--- WHAT YOU NEED TO DO ---
Whenever a line in the listing contains "rows", copy that line.

--- DATA SHOWN ---
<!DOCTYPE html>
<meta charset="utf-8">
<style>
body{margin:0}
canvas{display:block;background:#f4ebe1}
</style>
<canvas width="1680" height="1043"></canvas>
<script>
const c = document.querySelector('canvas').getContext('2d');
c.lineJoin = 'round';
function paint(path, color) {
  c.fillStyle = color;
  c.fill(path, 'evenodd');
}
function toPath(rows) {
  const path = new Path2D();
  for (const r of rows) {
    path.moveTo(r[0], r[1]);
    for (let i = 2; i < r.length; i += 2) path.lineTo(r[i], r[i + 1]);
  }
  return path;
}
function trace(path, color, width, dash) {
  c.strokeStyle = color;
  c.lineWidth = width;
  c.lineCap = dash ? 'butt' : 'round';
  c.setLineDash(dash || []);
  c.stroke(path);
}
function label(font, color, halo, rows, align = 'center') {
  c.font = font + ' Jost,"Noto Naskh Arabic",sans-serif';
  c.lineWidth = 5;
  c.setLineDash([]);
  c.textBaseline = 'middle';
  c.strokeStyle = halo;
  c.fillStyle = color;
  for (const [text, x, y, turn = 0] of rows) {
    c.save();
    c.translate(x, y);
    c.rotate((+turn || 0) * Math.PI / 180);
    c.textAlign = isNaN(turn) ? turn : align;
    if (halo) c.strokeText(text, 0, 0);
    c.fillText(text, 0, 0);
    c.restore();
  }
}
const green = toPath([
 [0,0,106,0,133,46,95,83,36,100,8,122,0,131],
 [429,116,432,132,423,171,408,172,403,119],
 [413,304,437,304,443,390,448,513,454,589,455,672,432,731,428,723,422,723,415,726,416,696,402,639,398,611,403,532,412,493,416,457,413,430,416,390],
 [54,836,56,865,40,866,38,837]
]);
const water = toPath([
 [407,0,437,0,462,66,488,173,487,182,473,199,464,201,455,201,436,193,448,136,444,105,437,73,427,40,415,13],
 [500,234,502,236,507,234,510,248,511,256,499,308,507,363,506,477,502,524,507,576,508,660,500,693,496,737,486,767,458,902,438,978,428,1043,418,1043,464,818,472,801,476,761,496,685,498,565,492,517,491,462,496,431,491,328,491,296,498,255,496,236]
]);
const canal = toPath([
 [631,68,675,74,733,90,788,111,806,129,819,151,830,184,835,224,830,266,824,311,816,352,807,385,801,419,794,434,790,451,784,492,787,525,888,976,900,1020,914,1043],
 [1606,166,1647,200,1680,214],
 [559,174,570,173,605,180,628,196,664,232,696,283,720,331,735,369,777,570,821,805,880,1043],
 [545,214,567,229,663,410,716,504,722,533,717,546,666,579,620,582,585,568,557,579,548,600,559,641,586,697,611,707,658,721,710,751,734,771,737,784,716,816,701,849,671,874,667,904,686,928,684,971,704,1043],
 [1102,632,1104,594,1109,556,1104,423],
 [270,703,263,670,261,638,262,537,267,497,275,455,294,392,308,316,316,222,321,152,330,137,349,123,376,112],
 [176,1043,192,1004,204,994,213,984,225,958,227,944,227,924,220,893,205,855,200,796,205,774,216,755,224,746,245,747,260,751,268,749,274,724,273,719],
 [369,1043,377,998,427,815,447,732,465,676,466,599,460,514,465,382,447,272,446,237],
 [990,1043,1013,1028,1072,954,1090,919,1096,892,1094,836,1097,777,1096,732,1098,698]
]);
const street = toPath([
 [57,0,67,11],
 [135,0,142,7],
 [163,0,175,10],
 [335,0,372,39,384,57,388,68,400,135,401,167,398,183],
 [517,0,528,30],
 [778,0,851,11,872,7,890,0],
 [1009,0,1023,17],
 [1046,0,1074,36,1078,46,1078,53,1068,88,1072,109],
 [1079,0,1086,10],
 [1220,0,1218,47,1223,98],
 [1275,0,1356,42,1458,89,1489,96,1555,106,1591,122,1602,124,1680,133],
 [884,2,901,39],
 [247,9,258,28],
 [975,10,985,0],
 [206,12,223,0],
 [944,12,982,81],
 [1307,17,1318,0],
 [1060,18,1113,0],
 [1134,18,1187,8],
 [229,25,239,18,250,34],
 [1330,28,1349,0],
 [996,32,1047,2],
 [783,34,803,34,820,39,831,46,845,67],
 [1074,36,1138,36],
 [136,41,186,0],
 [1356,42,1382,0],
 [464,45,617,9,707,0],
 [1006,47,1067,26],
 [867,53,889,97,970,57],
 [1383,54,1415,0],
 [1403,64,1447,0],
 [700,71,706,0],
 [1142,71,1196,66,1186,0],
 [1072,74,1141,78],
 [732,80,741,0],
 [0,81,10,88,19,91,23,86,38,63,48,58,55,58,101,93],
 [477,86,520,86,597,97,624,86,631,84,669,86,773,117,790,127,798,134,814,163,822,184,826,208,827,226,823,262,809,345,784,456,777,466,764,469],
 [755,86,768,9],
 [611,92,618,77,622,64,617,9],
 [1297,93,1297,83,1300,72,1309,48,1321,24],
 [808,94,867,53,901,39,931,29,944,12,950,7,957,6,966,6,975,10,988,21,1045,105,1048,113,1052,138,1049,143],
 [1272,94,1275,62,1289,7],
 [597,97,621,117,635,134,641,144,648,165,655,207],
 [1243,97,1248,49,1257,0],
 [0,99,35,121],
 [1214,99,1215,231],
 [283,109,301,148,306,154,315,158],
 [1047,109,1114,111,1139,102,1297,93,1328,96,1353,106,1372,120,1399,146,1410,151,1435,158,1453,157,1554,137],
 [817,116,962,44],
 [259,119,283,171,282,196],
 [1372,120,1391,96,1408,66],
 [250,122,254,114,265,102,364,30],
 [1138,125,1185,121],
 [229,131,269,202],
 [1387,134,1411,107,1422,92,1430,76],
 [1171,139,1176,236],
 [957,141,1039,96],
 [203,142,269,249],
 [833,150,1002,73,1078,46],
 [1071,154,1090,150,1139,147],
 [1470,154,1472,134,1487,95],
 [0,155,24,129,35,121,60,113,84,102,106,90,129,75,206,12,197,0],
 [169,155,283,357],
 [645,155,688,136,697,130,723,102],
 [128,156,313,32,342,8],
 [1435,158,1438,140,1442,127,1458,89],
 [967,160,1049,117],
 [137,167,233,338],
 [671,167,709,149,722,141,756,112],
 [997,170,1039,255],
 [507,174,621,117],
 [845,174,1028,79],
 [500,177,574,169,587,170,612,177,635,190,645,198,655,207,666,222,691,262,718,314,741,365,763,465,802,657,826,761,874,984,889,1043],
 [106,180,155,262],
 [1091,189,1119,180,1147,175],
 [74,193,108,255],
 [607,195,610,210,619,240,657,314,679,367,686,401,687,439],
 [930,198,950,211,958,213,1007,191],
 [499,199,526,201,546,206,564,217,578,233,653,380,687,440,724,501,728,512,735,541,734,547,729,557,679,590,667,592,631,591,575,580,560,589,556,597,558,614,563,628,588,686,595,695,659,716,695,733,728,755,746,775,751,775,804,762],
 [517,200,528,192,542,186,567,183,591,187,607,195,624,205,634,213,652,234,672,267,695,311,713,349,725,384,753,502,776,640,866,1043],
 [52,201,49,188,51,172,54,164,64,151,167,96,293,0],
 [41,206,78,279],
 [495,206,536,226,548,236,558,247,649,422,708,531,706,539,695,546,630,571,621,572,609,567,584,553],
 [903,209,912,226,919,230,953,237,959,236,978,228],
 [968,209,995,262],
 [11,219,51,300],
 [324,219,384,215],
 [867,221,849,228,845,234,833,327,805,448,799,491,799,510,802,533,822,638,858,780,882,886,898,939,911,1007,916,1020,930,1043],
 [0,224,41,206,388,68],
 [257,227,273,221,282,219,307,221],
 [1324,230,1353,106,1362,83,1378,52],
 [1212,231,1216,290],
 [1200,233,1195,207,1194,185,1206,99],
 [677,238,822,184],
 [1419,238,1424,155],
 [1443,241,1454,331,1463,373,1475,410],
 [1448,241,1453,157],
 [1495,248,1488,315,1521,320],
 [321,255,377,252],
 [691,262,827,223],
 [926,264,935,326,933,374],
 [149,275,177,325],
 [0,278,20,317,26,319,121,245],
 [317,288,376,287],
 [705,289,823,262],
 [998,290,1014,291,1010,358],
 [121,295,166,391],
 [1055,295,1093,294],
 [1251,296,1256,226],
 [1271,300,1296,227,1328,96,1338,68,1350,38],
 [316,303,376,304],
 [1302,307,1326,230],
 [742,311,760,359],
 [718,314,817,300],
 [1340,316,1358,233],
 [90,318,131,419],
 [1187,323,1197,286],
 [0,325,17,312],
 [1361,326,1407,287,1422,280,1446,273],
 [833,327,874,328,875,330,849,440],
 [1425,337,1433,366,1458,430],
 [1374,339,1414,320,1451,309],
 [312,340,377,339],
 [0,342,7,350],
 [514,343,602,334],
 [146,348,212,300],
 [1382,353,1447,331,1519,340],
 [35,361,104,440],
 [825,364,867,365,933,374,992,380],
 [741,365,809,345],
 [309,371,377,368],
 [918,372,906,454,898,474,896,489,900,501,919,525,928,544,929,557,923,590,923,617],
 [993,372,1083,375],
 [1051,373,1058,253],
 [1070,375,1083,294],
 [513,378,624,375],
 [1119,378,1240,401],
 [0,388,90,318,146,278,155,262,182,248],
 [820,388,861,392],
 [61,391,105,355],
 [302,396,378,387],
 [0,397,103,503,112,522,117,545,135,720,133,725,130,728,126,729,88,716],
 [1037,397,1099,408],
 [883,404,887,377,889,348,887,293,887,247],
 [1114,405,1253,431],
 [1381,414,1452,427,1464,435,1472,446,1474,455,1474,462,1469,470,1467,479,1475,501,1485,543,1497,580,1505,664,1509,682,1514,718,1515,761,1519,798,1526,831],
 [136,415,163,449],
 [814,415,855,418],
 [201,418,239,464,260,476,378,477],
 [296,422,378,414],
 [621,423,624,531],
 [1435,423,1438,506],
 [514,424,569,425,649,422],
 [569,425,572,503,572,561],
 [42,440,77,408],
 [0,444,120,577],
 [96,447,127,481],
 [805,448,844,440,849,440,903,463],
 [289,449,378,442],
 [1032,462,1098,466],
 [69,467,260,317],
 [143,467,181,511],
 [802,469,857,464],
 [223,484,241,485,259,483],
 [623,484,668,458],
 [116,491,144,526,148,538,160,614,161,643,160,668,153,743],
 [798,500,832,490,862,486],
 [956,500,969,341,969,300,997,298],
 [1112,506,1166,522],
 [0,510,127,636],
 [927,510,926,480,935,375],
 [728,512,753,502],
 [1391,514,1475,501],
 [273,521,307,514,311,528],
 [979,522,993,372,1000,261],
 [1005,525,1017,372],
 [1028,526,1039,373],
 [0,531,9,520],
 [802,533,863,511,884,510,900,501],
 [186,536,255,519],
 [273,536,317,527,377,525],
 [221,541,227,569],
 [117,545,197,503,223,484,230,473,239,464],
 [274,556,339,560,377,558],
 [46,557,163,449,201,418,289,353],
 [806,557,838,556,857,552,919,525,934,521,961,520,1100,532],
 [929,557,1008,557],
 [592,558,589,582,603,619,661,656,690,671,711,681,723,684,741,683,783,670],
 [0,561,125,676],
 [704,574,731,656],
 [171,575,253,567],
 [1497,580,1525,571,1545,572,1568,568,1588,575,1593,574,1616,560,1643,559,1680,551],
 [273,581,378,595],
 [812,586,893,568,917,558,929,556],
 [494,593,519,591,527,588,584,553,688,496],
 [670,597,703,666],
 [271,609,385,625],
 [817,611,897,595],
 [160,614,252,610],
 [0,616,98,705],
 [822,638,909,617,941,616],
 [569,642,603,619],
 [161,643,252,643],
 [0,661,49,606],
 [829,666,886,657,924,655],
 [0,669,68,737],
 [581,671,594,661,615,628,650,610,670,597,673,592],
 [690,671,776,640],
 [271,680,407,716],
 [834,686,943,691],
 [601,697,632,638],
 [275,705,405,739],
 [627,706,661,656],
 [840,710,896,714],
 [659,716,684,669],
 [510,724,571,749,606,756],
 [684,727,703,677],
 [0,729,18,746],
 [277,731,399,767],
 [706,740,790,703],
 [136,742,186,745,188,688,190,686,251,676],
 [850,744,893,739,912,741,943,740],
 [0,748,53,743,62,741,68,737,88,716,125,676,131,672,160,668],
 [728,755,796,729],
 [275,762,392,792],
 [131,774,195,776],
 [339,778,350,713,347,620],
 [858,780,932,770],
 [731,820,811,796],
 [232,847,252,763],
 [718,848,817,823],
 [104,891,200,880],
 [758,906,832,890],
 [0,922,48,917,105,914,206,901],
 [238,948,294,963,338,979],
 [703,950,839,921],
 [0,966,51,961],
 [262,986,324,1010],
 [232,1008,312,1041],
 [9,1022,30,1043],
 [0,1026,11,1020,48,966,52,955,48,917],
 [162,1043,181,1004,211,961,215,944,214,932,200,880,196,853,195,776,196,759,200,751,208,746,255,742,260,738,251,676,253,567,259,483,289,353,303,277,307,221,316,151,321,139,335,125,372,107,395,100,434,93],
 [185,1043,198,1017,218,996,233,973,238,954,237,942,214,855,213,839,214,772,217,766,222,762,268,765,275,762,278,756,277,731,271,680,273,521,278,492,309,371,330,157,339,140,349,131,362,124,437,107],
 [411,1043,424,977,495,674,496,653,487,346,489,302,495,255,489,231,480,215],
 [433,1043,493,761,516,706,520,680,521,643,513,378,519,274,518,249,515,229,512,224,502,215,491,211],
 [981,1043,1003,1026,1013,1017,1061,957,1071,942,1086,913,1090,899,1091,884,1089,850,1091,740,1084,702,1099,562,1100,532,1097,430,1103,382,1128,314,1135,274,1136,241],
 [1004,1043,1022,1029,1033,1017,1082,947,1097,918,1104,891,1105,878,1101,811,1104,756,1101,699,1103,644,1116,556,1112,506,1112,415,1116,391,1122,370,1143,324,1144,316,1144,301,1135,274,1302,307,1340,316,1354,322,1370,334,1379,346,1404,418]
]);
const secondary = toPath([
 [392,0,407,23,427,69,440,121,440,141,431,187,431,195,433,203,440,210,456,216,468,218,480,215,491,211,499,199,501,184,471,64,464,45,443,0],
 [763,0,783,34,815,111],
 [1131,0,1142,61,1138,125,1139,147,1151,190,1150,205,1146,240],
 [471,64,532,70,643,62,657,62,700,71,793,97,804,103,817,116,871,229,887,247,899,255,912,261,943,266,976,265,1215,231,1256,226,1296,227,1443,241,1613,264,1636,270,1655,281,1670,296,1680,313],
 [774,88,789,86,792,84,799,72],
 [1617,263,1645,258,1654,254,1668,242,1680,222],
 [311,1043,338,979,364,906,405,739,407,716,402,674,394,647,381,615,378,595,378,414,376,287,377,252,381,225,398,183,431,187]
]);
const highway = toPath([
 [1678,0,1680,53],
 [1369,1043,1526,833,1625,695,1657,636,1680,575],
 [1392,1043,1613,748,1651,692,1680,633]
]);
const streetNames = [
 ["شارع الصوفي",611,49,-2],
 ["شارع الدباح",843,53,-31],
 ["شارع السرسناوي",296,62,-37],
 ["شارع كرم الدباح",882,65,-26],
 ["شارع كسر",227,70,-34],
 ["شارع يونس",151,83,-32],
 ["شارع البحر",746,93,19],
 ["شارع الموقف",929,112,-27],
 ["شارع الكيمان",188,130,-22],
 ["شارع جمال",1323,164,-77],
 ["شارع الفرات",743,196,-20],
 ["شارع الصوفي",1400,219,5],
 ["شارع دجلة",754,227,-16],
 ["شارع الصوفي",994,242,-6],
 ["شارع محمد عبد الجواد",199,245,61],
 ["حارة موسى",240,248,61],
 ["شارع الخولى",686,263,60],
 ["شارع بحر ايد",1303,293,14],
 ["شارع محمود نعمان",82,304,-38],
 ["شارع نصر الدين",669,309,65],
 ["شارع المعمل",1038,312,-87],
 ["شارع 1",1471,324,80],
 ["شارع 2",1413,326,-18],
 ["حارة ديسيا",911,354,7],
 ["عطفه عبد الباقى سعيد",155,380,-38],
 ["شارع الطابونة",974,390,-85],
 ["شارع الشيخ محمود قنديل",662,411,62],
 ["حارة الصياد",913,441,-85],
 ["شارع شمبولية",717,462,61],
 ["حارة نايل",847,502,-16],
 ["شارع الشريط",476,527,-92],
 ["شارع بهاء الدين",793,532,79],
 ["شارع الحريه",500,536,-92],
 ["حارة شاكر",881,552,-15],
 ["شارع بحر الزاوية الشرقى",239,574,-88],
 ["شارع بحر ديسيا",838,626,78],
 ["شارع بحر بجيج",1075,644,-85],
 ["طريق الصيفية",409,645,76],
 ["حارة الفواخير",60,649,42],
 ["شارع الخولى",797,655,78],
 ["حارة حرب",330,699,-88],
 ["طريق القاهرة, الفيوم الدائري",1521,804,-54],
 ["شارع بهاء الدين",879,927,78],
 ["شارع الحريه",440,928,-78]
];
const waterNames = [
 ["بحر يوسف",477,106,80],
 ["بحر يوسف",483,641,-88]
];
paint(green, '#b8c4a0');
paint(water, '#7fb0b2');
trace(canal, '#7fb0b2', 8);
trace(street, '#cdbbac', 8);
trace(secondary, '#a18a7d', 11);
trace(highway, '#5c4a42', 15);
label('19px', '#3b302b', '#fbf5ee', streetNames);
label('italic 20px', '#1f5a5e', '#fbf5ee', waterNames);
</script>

--- SOLUTION TO THE EXERCISE ---
function toPath(rows) {
  for (const r of rows) {
function label(font, color, halo, rows, align = 'center') {
  for (const [text, x, y, turn = 0] of rows) {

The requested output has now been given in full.